Der Wind kommt jetzt je nach Gewässerverlauf ziemlich von vorn. Alle anderen Boote motoren. Viele auch vor dem Wind, das verstehe ich überhaupt nicht. Doch hinter mir, vielleicht 500 Meter entfernt, kreuzt jemand. Sofort ist mein Ehrgeiz geweckt. Bloß nicht überholen lassen. So gebe ich alles, doch das andere Boot kommt langsam näher. Hinter Assens überrascht mich eine Böe aus einer völlig unerwarteten Richtung. Die Fock steht back, das Boot fährt sofort eine Wende. Mich auf die andere Seite werfen, Fockschot lösen und Fock aufwickeln sind eins. Puh, gerade noch mal gut gegangen. Eine Zeit lang segele ich nur noch mit dem Groß und der Wind beruhigt sich wieder. Also Fock wieder gesetzt, noch bin ich vorne. Noch zweimal wird mir der Wind zu frisch und ich nehme die Fock wieder weg, setze sie aber kurz danach wieder. Auf Dauer wird es mir aber zu riskant, ich rolle die Fock ein und lasse mich kurz darauf überholen. Die dänische Besatzung winkt freudig. Einige Zeit verfolge ich meinen "Gegner".
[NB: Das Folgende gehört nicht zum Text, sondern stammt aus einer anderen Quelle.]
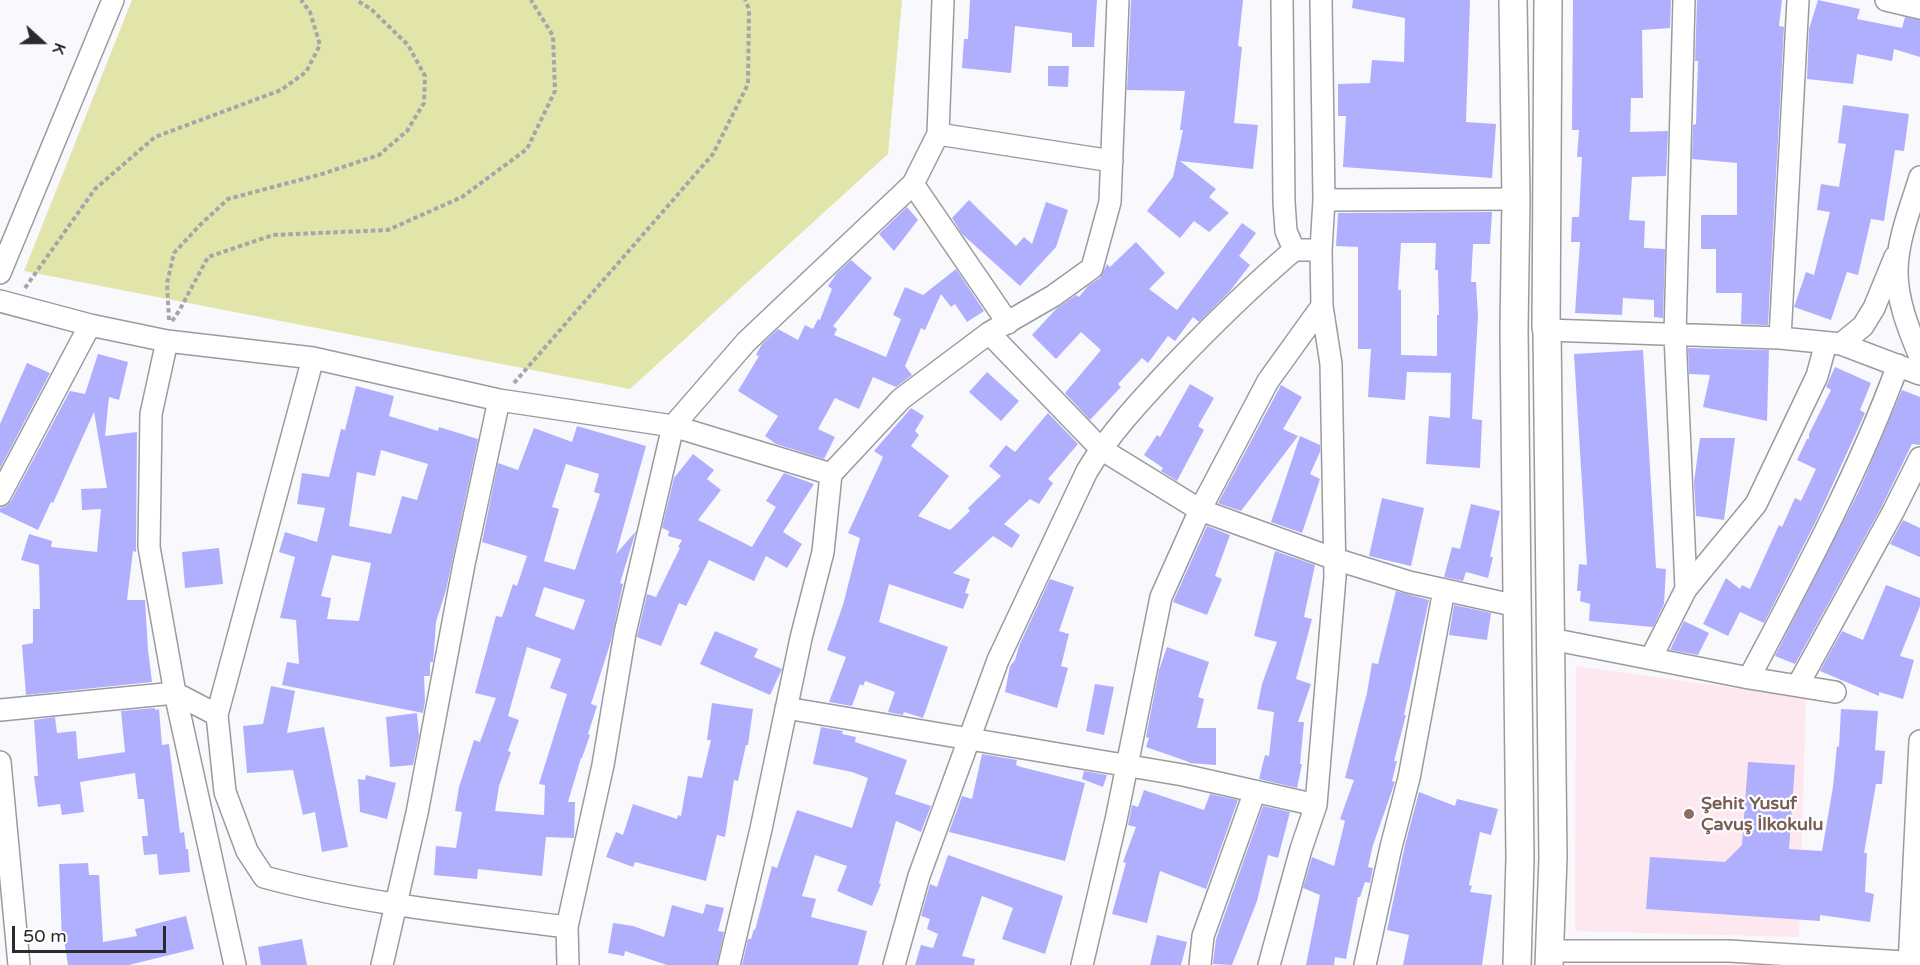 <!DOCTYPE html>
<meta charset="utf-8">
<style>
body{margin:0}
#map{position:relative;width:1920px;height:965px;overflow:hidden;background:#f8f8fd;font-family:"Varela Round",sans-serif}
canvas{display:block}
.north{position:absolute;left:12px;top:12px;width:60px;height:60px;-webkit-text-stroke:4px #fff;paint-order:stroke;rotate:111deg;font-size:16px;font-weight:700;line-height:24px;text-align:center;color:#2b2b2d}
.north::after{content:'';display:block;margin:auto;width:21px;height:27px;background:#2b2b2d;clip-path:polygon(50% 0,100% 100%,50% 72%,0 100%)}
.scale{position:absolute;left:12px;top:926px;width:154px;height:27px;box-sizing:border-box;border:3px solid #2b2b2d;border-top:0;padding-left:8px;font-size:18px;line-height:21px;white-space:nowrap;color:#2b2b2d;-webkit-text-stroke:4px #fff;paint-order:stroke}
</style>
<div id="map">
<canvas width="1920" height="965"></canvas>
<div class="north">K</div>
<div class="scale">50 m</div>
</div>
<script>
const c = document.querySelector('canvas').getContext('2d');
c.lineJoin = 'round';
function fill(path, color) {
  c.fillStyle = color;
  c.fill(path, 'evenodd');
}
function stroke(path, color, width, dash) {
  c.strokeStyle = color;
  c.lineWidth = width;
  c.lineCap = dash ? 'butt' : 'round';
  c.setLineDash(dash || []);
  c.stroke(path);
}
function label(font, color, halo, rows, align = 'center') {
  c.font = font + ' "Varela Round",sans-serif';
  c.lineWidth = 4.5;
  c.setLineDash([]);
  c.textBaseline = 'middle';
  c.strokeStyle = halo;
  c.fillStyle = color;
  for (const [text, x, y, turn = 0] of rows) {
    c.save();
    c.translate(x, y);
    c.rotate((+turn || 0) * Math.PI / 180);
    c.textAlign = isNaN(turn) ? turn : align;
    if (halo) c.strokeText(text, 0, 0);
    c.fillText(text, 0, 0);
    c.restore();
  }
}
const education = new Path2D(`
 M1576,666L1806,698L1799,937L1575,931Z`);
const green = new Path2D(`
 M132,0H902L888,154L630,389L24,271Z`);
const building = new Path2D(`
 M970,0H1097L1094,47H1072V33L1015,26L1011,73L962,68L964,39H968Z
 M1131,0H1243L1238,46L1242,47L1234,123L1258,125L1253,169L1180,161L1216,189L1209,197L1229,213L1209,232L1194,221L1180,238L1147,211L1173,177L1183,130H1180L1185,91L1127,90Z
 M1353,0H1470L1466,122L1496,124L1492,178L1343,167L1346,116H1338V84L1370,83L1372,60L1404,62L1405,18L1352,8Z
 M1573,0H1671L1670,28L1642,30L1643,98H1631L1630,132L1668,131L1666,176L1632,177L1629,220L1645,221L1644,248L1665,249L1663,318L1654,317V300L1623,298L1622,315L1575,313L1580,242H1571L1572,217H1579L1582,157H1577L1579,130H1572Z
 M1697,0H1782L1779,26L1784,27L1768,325L1741,324L1742,293H1716V249H1701V215H1737V163L1692,159L1693,125L1696,124L1698,61H1695Z
 M1818,0L1860,9L1857,19L1902,28L1905,17L1920,20V57L1894,49L1892,61L1857,54L1853,84L1807,79L1809,29Z
 M1048,66H1069L1068,87L1048,86Z
 M1843,105L1909,114L1904,151L1895,150L1884,221L1871,219L1858,275L1847,272L1831,320L1794,307L1806,272L1814,275L1830,212L1817,210L1821,184L1839,187L1846,144L1838,143Z
 M969,200L1016,246L1024,237L1032,244L1046,202L1068,210L1056,247L1020,286L962,234L952,218Z
 M907,207L918,220L894,251L879,234Z
 M1492,212L1490,244H1473L1471,282H1476L1478,316L1472,419L1482,420L1480,468L1426,464L1429,416L1450,418L1451,373L1407,372L1405,400L1368,397L1371,349H1358V247L1336,246L1338,213ZM1401,243H1436L1435,270H1438L1439,315H1437V356L1401,355V290H1398Z
 M1242,223L1256,233L1239,256L1250,265L1230,291L1199,322L1193,317L1175,341L1168,336L1148,363L1142,358L1118,384L1121,387L1090,420L1065,393L1101,350L1081,332L1056,359L1032,335L1057,308L1076,295L1079,297L1088,286L1100,278L1107,264L1110,267L1136,242L1165,273L1149,289L1177,310Z
 M851,260L872,278L833,326L837,329L834,335L886,357L901,319L893,315L905,287L923,295L956,269L984,311L967,322L955,304L951,307L941,294L925,330L921,328L905,366L912,375L896,387L873,377L859,409L835,398L818,429L835,437L824,459L776,444L765,436L778,416L738,391L759,356L756,355L762,344L778,329L798,340L805,325L813,329L818,319L820,320L832,289L828,286L837,273Z
 M1688,348L1769,350L1767,421L1703,407L1710,375L1689,374Z
 M1643,350L1656,568L1666,569L1664,604L1653,627L1589,621L1590,604L1580,601L1581,591H1577L1579,564L1587,565L1574,354Z
 M98,354L128,362L119,400L109,397L105,436L137,432L136,548V552L133,551L127,600H145L148,650L152,682L26,695L22,645L33,643V609H40L39,565L21,560L29,534L52,541L51,547L97,552L101,509L82,510L81,489L107,488L94,412L53,503L51,502L38,530L0,512V508L6,506L11,501L70,391L85,394Z
 M27,363L50,373L0,468V424Z
 M1835,367L1871,383L1860,410L1865,413L1817,519L1764,623L1740,612L1728,636L1703,624L1726,578L1740,589L1742,585L1750,589L1779,525L1782,527L1795,498L1801,501L1816,469L1797,460L1807,439H1809V434L1831,390L1826,387Z
 M987,372L1019,401L1001,421L969,392Z
 M1190,384L1214,398L1198,426L1204,430L1177,481L1161,471L1163,468L1144,455L1157,435L1160,437Z
 M1281,385L1302,397L1283,429L1298,436L1241,511L1220,504L1218,503Z
 M356,386L394,396L389,416L438,431L439,427L478,439L446,590L436,622L434,651L433,662H430V676H424L425,701L423,713L282,685L287,662L299,664L296,620L280,618L295,557L279,552L285,532L317,542L325,508L297,504L302,473L329,477L341,429L345,430ZM381,450L428,464L417,500L402,496L391,534L349,526L357,472L375,476ZM332,555L371,563L359,621L327,619L331,598L321,596Z
 M1902,390L1920,397V445L1912,444L1882,506L1795,664L1775,656L1859,491Z
 M911,408L924,416L915,431L919,435L911,446L949,476L918,516L950,530L970,511L968,508L1001,476L989,466L1006,445L1015,452L1048,413L1078,444L1048,479L1053,483L1039,504L1030,499L1004,524L1020,535L1012,548L993,536L953,573L970,579L965,593L969,594L963,609L889,584L879,622L948,647L923,718L904,712L903,715L888,712L895,692L865,681L863,686L860,684L852,706L829,702L846,657L827,650L843,605L860,538L848,533L883,457L874,451Z
 M577,426L646,446L616,554L636,531L620,583L623,584L611,641L591,704L597,706L588,734L590,735L582,758H581L568,802H575L574,838L546,837L542,876L478,869L477,879L434,875L436,846L456,848L462,812L455,811L459,787L474,740L480,742L496,698L475,693L496,616L502,617L513,584L517,586L527,556L482,542L498,463L518,470L534,428L572,442ZM566,464L599,474L594,492L600,494L575,570L544,561L559,509L552,507ZM544,587L585,600L574,630L535,616ZM527,647L561,659L550,688L567,694L539,784L545,785L544,815L495,811L499,786L511,752L508,751L519,720L508,716Z
 M1300,436L1320,445V452L1310,474L1320,479L1302,533L1271,522Z
 M1700,438H1735L1724,520L1696,516L1694,482Z
 M693,454L714,470L707,479L721,490L698,520L752,547L776,507L766,501L784,473L814,484L783,532L802,544L787,568L766,556L754,581L709,560L686,606L679,603L661,646L637,637L647,594L656,597L680,548L678,547L682,540L668,536L669,531L662,528L674,478Z
 M1382,498L1424,508L1411,566L1369,556Z
 M1471,504L1500,511L1490,557H1493L1488,578L1466,572L1463,581L1444,577L1452,547L1460,549Z
 M1903,520L1920,528V557L1890,544Z
 M1207,526L1230,535L1215,576L1222,579L1207,615L1173,602Z
 M219,548L223,584L185,588L182,552Z
 M1275,551L1315,565L1304,617L1312,619L1296,679L1311,684L1298,722H1304L1300,764H1302L1297,788L1259,779L1265,755L1269,756L1274,712L1257,709L1262,684L1277,642L1254,636Z
 M1050,579L1074,587L1059,631L1069,634L1061,666L1068,668L1057,708L1005,692L1010,666L1015,660L1019,646Z
 M1886,585L1920,598V606L1900,656L1914,660L1903,699L1879,692V696L1820,671L1842,631L1863,640Z
 M1396,591L1429,600L1404,715H1406L1394,761H1397L1392,781L1395,782L1373,845L1368,867L1373,868L1370,883L1365,882L1360,897H1358L1346,959L1335,957L1334,965H1306L1320,895L1303,888L1312,857L1334,866L1345,821L1340,819L1354,780L1345,778L1367,693L1372,663L1378,664Z
 M1454,605L1491,613L1487,640L1449,635Z
 M1684,621L1709,633L1698,655L1670,650Z
 M715,631L758,649L754,657L782,669L770,695L700,664Z
 M1167,647L1209,662L1198,697L1204,699L1197,728H1216V765L1189,763V762L1146,747L1149,738L1146,737L1159,670Z
 M1095,684L1114,687L1104,735L1086,731Z
 M271,686L295,691L287,733L324,727L348,847L322,852L315,812L303,815L293,770L247,773L243,726L263,724Z
 M712,703L753,709L748,745H746L738,781L734,780L725,837L717,835L706,881L635,862L633,867L606,857L616,832L623,835L633,804L677,819L678,815L681,816L688,776L702,778L711,740H707Z
 M155,708V710L159,709L162,745L169,744L180,833L184,832L186,849H188L190,872L159,875L157,854L144,855L142,836H148L144,799H138L135,773L80,782L84,812L62,815L60,804L38,807L34,776H38L34,720L55,717L57,733L76,731L78,759L125,752L121,711Z
 M1841,709L1878,711L1875,750L1885,751L1882,784H1876L1864,853H1867L1865,892L1874,894L1870,922L1820,915V921L1646,909L1650,857L1725,862L1742,845L1748,762L1795,765L1789,849L1822,851L1833,787L1837,746L1839,747Z
 M417,713L419,736L413,765L390,767L386,717Z
 M821,727L843,731L842,734L856,737L855,742L907,760L895,794L931,806L921,832L896,821L879,883L881,884L872,906L837,891L847,866L815,855L802,896L816,899L811,917L867,931L858,965H742L748,939H751L754,929L755,930L772,866L777,868L797,810L852,828L868,778L852,772L813,764Z
 M982,754L1017,760L1016,765L1021,767L1085,783L1065,861L949,832L962,796L972,799Z
 M1084,771L1107,775L1103,787L1082,779Z
 M366,775L396,783L387,819L360,812L358,779L365,780Z
 M1144,790L1204,810L1210,794L1238,800L1206,889L1160,871L1147,923L1112,914L1126,863L1123,862L1136,827L1128,825L1132,805L1138,807Z
 M1419,792L1455,806L1457,799L1498,809L1491,835L1480,832L1469,885L1472,886L1470,892L1492,895L1482,965H1403L1409,935L1387,930L1405,845Z
 M1263,806L1290,812L1278,858L1268,855L1257,901L1232,965L1213,964L1216,939Z
 M948,855L1063,896L1045,954L1002,939L1013,908L982,896L962,956L975,959L974,965H915L921,945L933,948L938,934L927,929L930,919L921,916L930,884L937,887Z
 M88,863L89,875H99L103,942L137,936L135,929L186,916L194,949L129,965H68L64,939L62,940L59,864Z
 M706,904L724,908L718,931L724,932L717,965H667L625,951L624,956L608,953L613,923L633,926L664,937L672,905L703,914Z
 M1157,935L1187,942L1181,965H1150Z
 M302,939L307,965H261L258,947Z`);
const path = new Path2D(`
 M25,288L95,189L155,137L281,90L306,72L320,45L310,12L301,0
 M169,320L167,283L174,253L200,225L228,199L322,174L379,155L407,131L424,103L425,76L408,45L371,9L356,0
 M172,321L179,311L208,257L273,235L388,230L462,197L527,149L555,91L553,36L531,0
 M514,383L713,154L748,84L749,9L745,0`);
const minor = new Path2D(`
 M1282,0L1284,202L1286,231L1294,250
 M1684,0L1675,334L1686,589
 M1886,0L1920,8
 M938,134L1112,161
 M1920,177C1911,207 1897,240 1897,272C1897,301 1909,330 1920,357
 M913,184L1008,323
 M1324,200L1516,199
 M0,273L113,0
 M0,301L90,325L167,341L313,358L499,400L673,426L831,474
 M1547,330L1780,338L1841,344L1920,374
 M989,333L1101,449L1200,510L1335,559L1409,582L1517,606
 M1780,338L1798,0
 M167,341L151,414L149,547L175,693L235,965
 M1841,344L1863,326L1874,308L1895,257
 M0,495L90,325
 M1551,639L1749,678L1835,692
 M1651,658L1686,589L1756,504L1817,376L1826,343
 M1749,678C1803,576 1858,474 1898,365
 M1798,685L1893,512L1920,458
 M786,708L1183,775L1316,805
 M0,710L175,693L217,715L225,792L247,851L264,877C363,904 466,914 567,927
 M217,715L313,358
 M0,762L19,965
 M1549,951H1729L1920,963
 M382,965L417,813L464,564L499,400
 M568,965L567,927L603,765L625,633L673,426L746,342L913,184L938,134L943,0
 M729,965L761,829L801,638L823,552L831,474L901,399L989,333L1053,296L1092,268L1110,202L1118,0
 M894,965L919,876L998,660L1087,471C1110,433 1141,400 1171,368C1211,326 1251,287 1294,250H1321L1324,200L1321,0
 M1082,965L1116,820L1161,597L1200,510L1268,381L1322,306
 M1200,965L1203,936L1255,791
 M1269,965L1301,849L1316,805L1335,577L1331,364L1322,306L1321,250
 M1365,965L1391,847L1409,778L1444,590
 M1909,965L1920,741`);
const major = new Path2D(`
 M1513,0L1516,199L1514,329L1520,858L1517,965
 M1548,0L1546,328L1547,330L1553,858L1549,965`);
const markers = [
 [1689,814,6,"#8d6e63"]
];
const educationNames = [
 ["Şehit Yusuf",1701,804],
 ["Çavuş İlkokulu",1701,825]
];
fill(education, '#fde8ef');
fill(green, '#e2e5aa');
fill(building, '#b0affd');
stroke(minor, '#9b9b9f', 24);
stroke(major, '#9b9b9f', 30);
stroke(path, '#a6a6aa', 4, [4.5, 3]);
stroke(minor, '#fff', 21);
stroke(major, '#fff', 27);
for (const [x, y, r, color] of markers) {
  const dot = new Path2D();
  dot.arc(x, y, r, 0, 2 * Math.PI);
  c.fillStyle = color;
  c.fill(dot);
  stroke(dot, '#fff', 2);
}
label('bold 18px', '#785e54', '#fff', educationNames, 'left');
</script>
Es wird schmaler im Fjord und der Wind weht über das nördliche Ufer. Die Dänen sind etwa 100 Meter voraus, als sie nach Nord wenden. Wieso fahren die in die Abdeckung, denke ich mir und das Jagdfieber flammt wieder auf. Also doch noch einmal die Fock ausgepackt. Als ich an die Stelle komme, an der die Dänen wendeten, ist absolute Flaute. Deshalb haben sie ihren Kurs geändert. Ich muß auf der südlichen Seite bleiben, denke ich, denn am Nordufer kann der Wind nur schwächer sein. Nach kurzer Zeit geht es auch schon weiter. Langsam kämpfe ich mich wieder heran. Die Dänen bleiben am nördlichen, ich am südlichen Ufer. Vielleicht haben die auch ein Problem mit dem Tiefgang? Es ist auf jeden Fall ein spannendes Ereignis. Als ich meine Bucht am Nordufer erreiche, kreuze ich ihren Kurs und habe bestimmt 200 Meter Vorsprung. Auf Wiedersehen D134, das hat Spaß gemacht!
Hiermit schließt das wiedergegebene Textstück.